La novela está escrita después de un largo periplo, es todo el trabajo de un hombre solo que no fracasa y emprende la comprensión de la historia de los asesinatos del general Uribe Uribe y del líder Jorge Eliécer Gaitán como una deuda consigo mismo. En efecto, es la desconfianza o el grado de incredulidad al que ha llegado con las historias de Colombia, lo que lo conduce a pasar muchas y largas noches en el barrio La Perseverancia, leyendo textos olvidados de la historia, los hechos en bruto, esta vez sin el reproche de su mujer, quien le dejó disfrutar viendo a sus gemelas dormir, sin reproches.

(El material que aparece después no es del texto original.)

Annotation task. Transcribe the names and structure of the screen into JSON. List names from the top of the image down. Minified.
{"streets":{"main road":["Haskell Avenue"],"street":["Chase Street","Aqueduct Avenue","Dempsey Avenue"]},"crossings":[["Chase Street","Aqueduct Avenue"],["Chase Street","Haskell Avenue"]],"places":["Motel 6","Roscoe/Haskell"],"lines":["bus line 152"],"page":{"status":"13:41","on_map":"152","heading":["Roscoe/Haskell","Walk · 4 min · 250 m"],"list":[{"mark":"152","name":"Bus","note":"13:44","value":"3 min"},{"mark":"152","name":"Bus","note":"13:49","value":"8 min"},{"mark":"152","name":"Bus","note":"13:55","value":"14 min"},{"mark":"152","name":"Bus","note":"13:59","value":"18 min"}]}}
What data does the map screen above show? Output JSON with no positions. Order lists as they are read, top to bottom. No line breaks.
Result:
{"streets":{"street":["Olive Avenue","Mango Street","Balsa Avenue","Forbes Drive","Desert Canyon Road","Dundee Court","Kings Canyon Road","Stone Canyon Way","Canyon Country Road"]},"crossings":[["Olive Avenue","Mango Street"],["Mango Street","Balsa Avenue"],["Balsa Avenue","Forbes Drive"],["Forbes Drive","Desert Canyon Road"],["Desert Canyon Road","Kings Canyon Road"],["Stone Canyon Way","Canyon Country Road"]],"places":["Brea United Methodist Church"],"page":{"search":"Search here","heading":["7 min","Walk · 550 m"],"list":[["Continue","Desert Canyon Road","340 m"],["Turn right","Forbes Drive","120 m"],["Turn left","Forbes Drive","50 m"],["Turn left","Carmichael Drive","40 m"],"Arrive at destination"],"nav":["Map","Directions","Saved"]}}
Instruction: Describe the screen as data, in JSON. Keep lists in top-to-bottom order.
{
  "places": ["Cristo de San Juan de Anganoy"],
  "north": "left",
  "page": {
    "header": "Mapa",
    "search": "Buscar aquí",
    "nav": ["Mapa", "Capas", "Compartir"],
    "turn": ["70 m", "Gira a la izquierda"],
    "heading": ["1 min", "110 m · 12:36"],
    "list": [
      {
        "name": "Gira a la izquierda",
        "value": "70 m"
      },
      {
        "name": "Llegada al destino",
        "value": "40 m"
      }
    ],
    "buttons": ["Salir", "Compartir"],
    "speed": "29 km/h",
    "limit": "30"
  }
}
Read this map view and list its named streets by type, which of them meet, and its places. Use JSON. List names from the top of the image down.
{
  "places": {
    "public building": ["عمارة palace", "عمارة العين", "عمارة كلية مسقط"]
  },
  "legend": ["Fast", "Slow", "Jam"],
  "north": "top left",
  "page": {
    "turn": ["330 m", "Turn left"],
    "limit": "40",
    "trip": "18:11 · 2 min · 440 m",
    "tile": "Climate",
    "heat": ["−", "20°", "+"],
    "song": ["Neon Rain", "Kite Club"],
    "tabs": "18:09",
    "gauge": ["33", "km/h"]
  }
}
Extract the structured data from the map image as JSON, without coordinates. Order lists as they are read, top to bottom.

El material narrativo y también visual, la inclusión de fotografías, constituye la novela que se desarrolla en círculos concéntricos. Cada uno de los círculos podrían ser una historia independiente, sin embargo, logran unidad narrativa para ganar la atención, mantener el suspenso de lo que está por venir. La narración se hace intensa por la concatenación que permean las historias, sólo en apariencia independientes. De la retícula de un personaje se desprende otro; estos se alimentan y robustecen a través de vasos comunicantes. Por ejemplo, Benavides, el médico de la obra, aparece justamente cuando el narrador angustiado deambulaba por las salas de un hospital ya que sus esperadas gemelas presentaban un cuadro clínico desolador. Encuentra refugio de tales adversidades en conversaciones con el doctor Benavides, un algólogo, con formación mal llamada humanista. Asimismo, este doctor era hijo del primer especialista que tuvo Colombia en balística y ciencias forenses, profesor de estos saberes en la Universidad Nacional. Es explicable que los pormenores de los grandes asesinatos en Colombia no le fueran ajenos, al contrario, eran tópico erudito de sus conversaciones. Benavides es quien conduce al personaje más obseso por conjeturar y explicar la conexión entre aquellos asesinatos: Carballo. A partir de él seguimos la historia del siglo XX en Colombia. Trabajado por tales hipótesis, escribe el narrador: «Me pregunté si no era posible que una puerta se abriera en mi vida y por ella entraran los monstruos de la violencia, capaces de inventar estrategias y ardides para meterse en nuestras vidas.» (La forma de las ruinas. 125).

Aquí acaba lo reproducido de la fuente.